About this exercise: The expected output is the data below, restated word for word.

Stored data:
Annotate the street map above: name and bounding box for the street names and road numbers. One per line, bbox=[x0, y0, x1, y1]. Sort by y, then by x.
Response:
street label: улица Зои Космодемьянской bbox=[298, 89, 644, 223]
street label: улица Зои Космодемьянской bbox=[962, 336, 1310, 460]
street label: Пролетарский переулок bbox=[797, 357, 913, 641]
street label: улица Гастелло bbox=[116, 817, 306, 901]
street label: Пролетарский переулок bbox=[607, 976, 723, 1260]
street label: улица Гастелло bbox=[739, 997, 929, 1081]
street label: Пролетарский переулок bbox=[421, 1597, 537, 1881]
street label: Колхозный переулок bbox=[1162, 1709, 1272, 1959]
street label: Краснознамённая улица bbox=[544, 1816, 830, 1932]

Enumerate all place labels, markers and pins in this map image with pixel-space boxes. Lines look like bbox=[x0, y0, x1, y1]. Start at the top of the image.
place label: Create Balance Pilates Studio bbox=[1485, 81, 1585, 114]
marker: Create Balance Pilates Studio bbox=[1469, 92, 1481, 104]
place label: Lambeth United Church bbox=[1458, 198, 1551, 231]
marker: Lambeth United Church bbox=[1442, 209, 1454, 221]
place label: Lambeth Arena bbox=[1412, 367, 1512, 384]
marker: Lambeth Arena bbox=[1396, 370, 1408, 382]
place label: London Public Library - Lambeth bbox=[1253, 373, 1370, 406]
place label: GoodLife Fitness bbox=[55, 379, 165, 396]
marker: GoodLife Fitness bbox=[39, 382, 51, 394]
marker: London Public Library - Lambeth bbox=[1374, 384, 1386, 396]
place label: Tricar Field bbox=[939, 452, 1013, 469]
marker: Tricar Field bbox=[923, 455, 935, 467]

Worked solution:
Annotate the street map above: name and bounding box for the street names and road numbers. One per line, bbox=[x0, y0, x1, y1]. Sort by y, then by x.
Response:
street label: улица Зои Космодемьянской bbox=[298, 89, 644, 223]
street label: улица Зои Космодемьянской bbox=[962, 336, 1310, 460]
street label: Пролетарский переулок bbox=[797, 357, 913, 641]
street label: улица Гастелло bbox=[116, 817, 306, 901]
street label: Пролетарский переулок bbox=[607, 976, 723, 1260]
street label: улица Гастелло bbox=[739, 997, 929, 1081]
street label: Пролетарский переулок bbox=[421, 1597, 537, 1881]
street label: Колхозный переулок bbox=[1162, 1709, 1272, 1959]
street label: Краснознамённая улица bbox=[544, 1816, 830, 1932]

Enumerate all place labels, markers and pins in this map image with pixel-space boxes. Lines look like bbox=[x0, y0, x1, y1]. Start at the top of the image.
place label: Create Balance Pilates Studio bbox=[1485, 81, 1585, 114]
marker: Create Balance Pilates Studio bbox=[1469, 92, 1481, 104]
place label: Lambeth United Church bbox=[1458, 198, 1551, 231]
marker: Lambeth United Church bbox=[1442, 209, 1454, 221]
place label: Lambeth Arena bbox=[1412, 367, 1512, 384]
marker: Lambeth Arena bbox=[1396, 370, 1408, 382]
place label: London Public Library - Lambeth bbox=[1253, 373, 1370, 406]
place label: GoodLife Fitness bbox=[55, 379, 165, 396]
marker: GoodLife Fitness bbox=[39, 382, 51, 394]
marker: London Public Library - Lambeth bbox=[1374, 384, 1386, 396]
place label: Tricar Field bbox=[939, 452, 1013, 469]
marker: Tricar Field bbox=[923, 455, 935, 467]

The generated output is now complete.